Wehrden (pv) - Viel Arbeit wurde geleistet und so mancher Schweißtropfen ist geflossen. Aber das Ergebnis kann sich sehen lassen. Mit einem Pfarrfest wurde in Wehrden das neue Pfarrheim, das Stephanus-Haus, eingeweiht.
Offizielle Einweihung des Stephanus-Hauses: (v.l.) Pfarrer Christoph Hentschel, Bernhard Watermeyer (geschäftsf. Vors. des Kirchenvorstandes), Jutta Gabriel (Vors. Pfarrgemeinderat), Bürgermeister Christian Haase, Theresa Potthast, Johannes Schreier (Kirchenvorstand) und Bezirksausschussvorsitzender Günter Weskamp.
© Foto: Vössing
Von 1952 bis 1984 wohnten noch Schwestern des Ordens des heiligen Franziskus im damaligen Schwesterhaus an der Kirche in Wehrden. 2007 begannen die Planungen für ein neues Pfarrheim der katholischen Kirchengemeinde Hl. Familie und St. Stephanus in Wehrden. Nachdem das alte Schwesterhaus abgerissen war, entstand auf den vorhandenen Grundmauern ein schmuckes neues Gebäude, das jetzt den Namen Stephanus-Haus trägt. Über 1000 Stunden an Eigenleistung stecken in dem neuen Pfarrheim. Mitglieder des Kirchenvorstandes und des Pfarrgemeinderates aber auch viele Bürger halfen ehrenamtlich und fleißig beim Neubau mit. Ansprechpartner während der Bauarbeiten war immer wieder Kirchenvorstandsmitglied Johannes Schreier.

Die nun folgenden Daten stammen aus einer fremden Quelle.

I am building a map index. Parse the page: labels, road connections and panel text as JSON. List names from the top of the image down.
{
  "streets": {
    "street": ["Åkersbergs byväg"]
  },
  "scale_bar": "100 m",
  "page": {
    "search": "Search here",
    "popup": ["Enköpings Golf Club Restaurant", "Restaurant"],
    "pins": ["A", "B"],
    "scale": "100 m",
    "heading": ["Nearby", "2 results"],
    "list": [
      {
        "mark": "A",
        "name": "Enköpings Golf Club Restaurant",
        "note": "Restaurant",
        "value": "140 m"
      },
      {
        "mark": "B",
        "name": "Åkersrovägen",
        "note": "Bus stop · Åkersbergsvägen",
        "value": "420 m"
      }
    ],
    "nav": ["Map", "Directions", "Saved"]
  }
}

Der große lichtdurchflutete Veranstaltungssaal bietet Platz für ca. 70 Gäste und soll für kirchliche Veranstaltungen genutzt werden. Es besteht aber auch die Möglichkeit, das Gebäude für Familienfeiern zu mieten.

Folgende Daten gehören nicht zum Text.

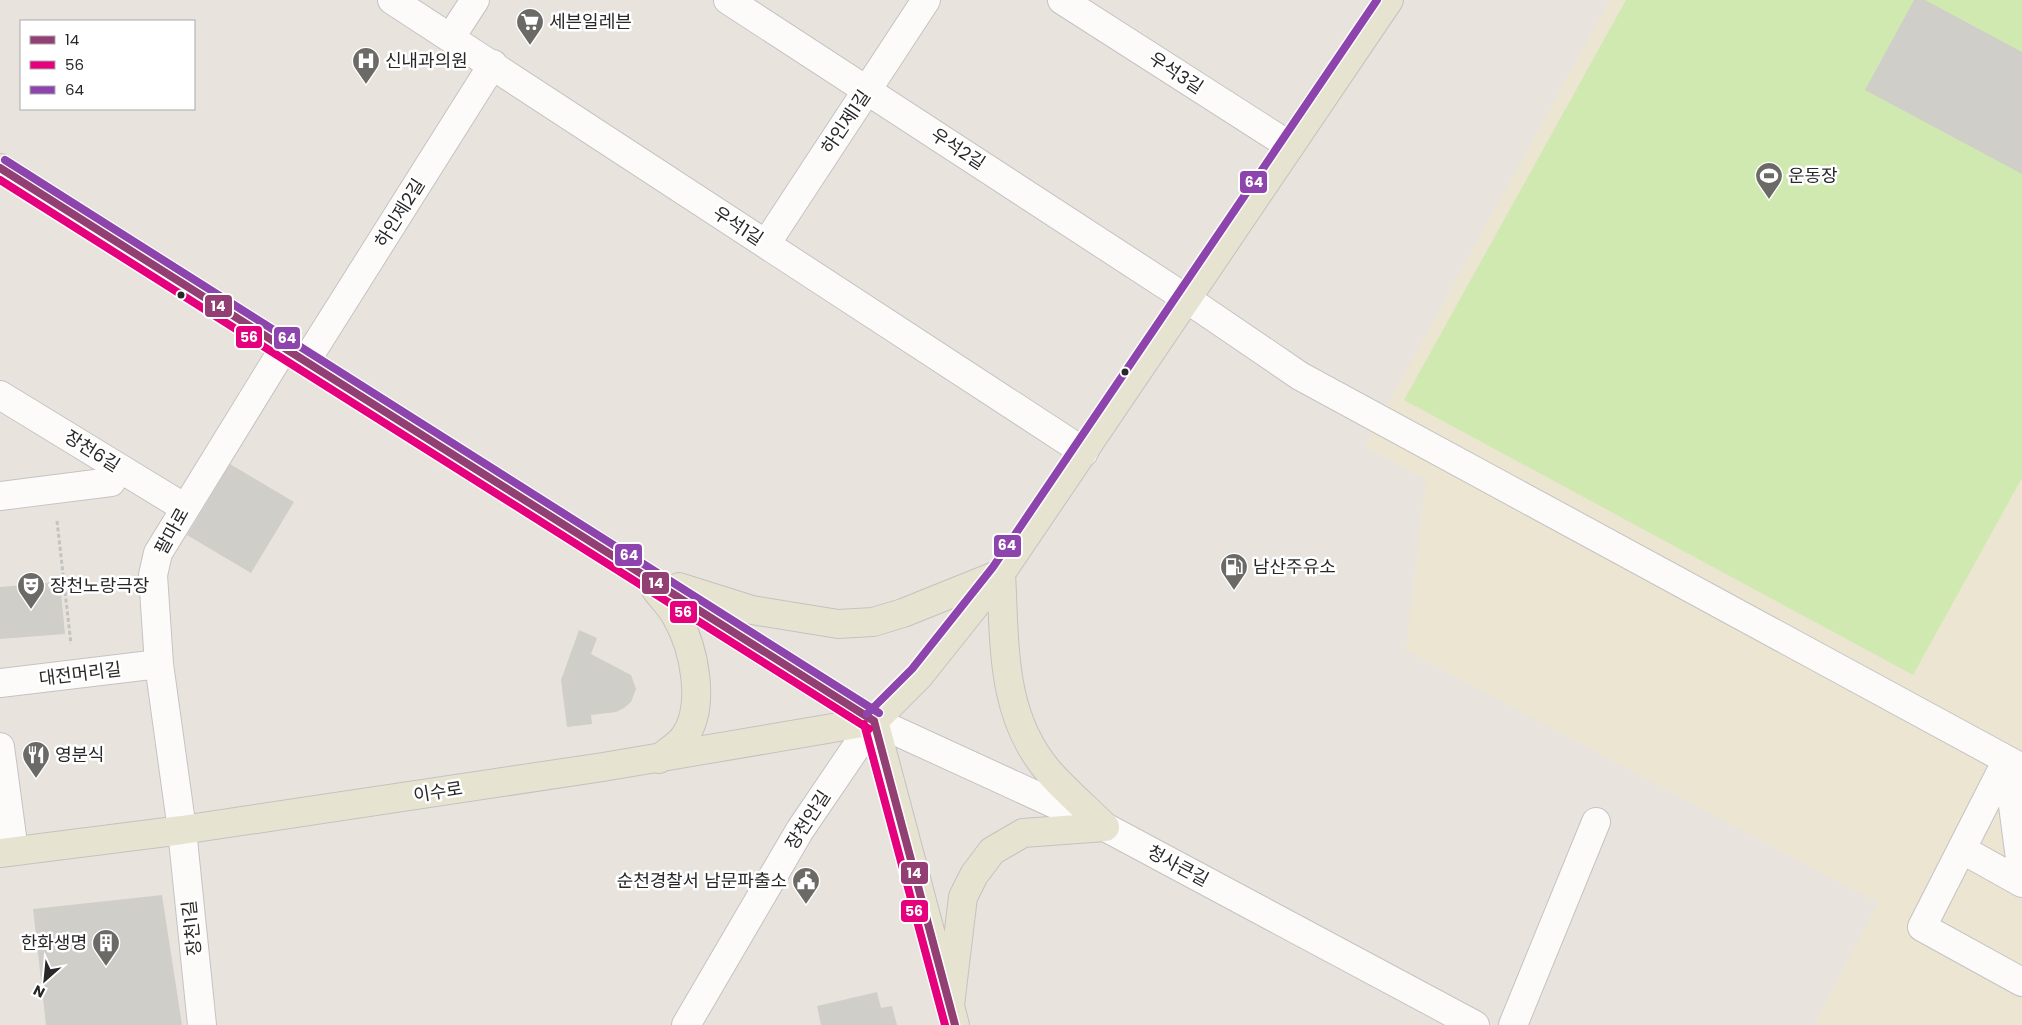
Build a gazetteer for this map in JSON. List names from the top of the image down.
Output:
{
  "streets": {
    "main road": ["이수로"],
    "street": [
      "우석3길",
      "하인제1길",
      "우석2길",
      "하인제2길",
      "우석1길",
      "장천6길",
      "팔마로",
      "대전머리길",
      "장천안길",
      "청사큰길",
      "장천1길"
    ]
  },
  "crossings": [
    ["하인제1길", "우석2길"],
    ["하인제1길", "우석1길"],
    ["하인제2길", "우석1길"],
    ["하인제2길", "팔마로"],
    ["장천6길", "팔마로"],
    ["팔마로", "대전머리길"],
    ["팔마로", "이수로"],
    ["팔마로", "장천1길"],
    ["이수로", "장천안길"],
    ["이수로", "청사큰길"],
    ["이수로", "장천1길"],
    ["장천안길", "청사큰길"]
  ],
  "places": {
    "supermarket": ["세븐일레븐"],
    "hospital": ["신내과의원"],
    "sports": ["운동장"],
    "fuel station": ["남산주유소"],
    "theatre": ["장천노랑극장"],
    "restaurant": ["영분식"],
    "public building": ["순천경찰서 남문파출소"],
    "building": ["한화생명"]
  },
  "lines": ["transit line 64", "transit line 14", "transit line 56"],
  "legend": ["14", "56", "64"],
  "north": "bottom left"
}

Der Männergesangverein hat nach der Schließung des Vereinslokals dort eine neue Heimat gefunden und nutzt den Saal für die wöchentlichen Übungsabende.
Nach der traditionellen Pfingstprozession schritt man zur Tat und weihte das neue Gebäude ein. Der geschäftsführende Vorsitzende des Kirchenvorstands, Bernhard Watermeyer, konnte zahlreiche Gäste begrüßen. Er bedankte sich bei den vielen freiwilligen Helfern, ohne die das ehrgeizige Projekt nicht zu stemmen gewesen wäre.
Pfarrer Christof Hentschel gab dann dem Haus den kirchlichen Segen.
Bürgermeister Christian Haase ging in seiner Grußrede zunächst auf den heiligen Stephanus, den 1. Märtyrer der kath. Kirche ein und würdigte das entstandene Gebäude als Zeugnis des Glaubens der Christen Wehrdens.
Bezirksausschussvorsitzender Günter Weskamp bezeichnete das Stephanus-Haus als nicht unerheblicher Beitrag für die Dorferneuerung Wehrdens. „Das neue Pfarrheim ist mehr als ein Dach über dem Kopf, es ist ein Dreh- und Angelpunkt bürgerlichen Lebens in Wehrden“, bemerkte Weskamp.
Nach dem offiziellen Teil wurde beim Wehrdener Pfarrfest noch ausgiebig gefeiert. Unter anderem spielte die Blaskapelle Godelheim auf und der Männergesangsverein „Eintracht“ Wehrden gab Kostproben seines Könnens.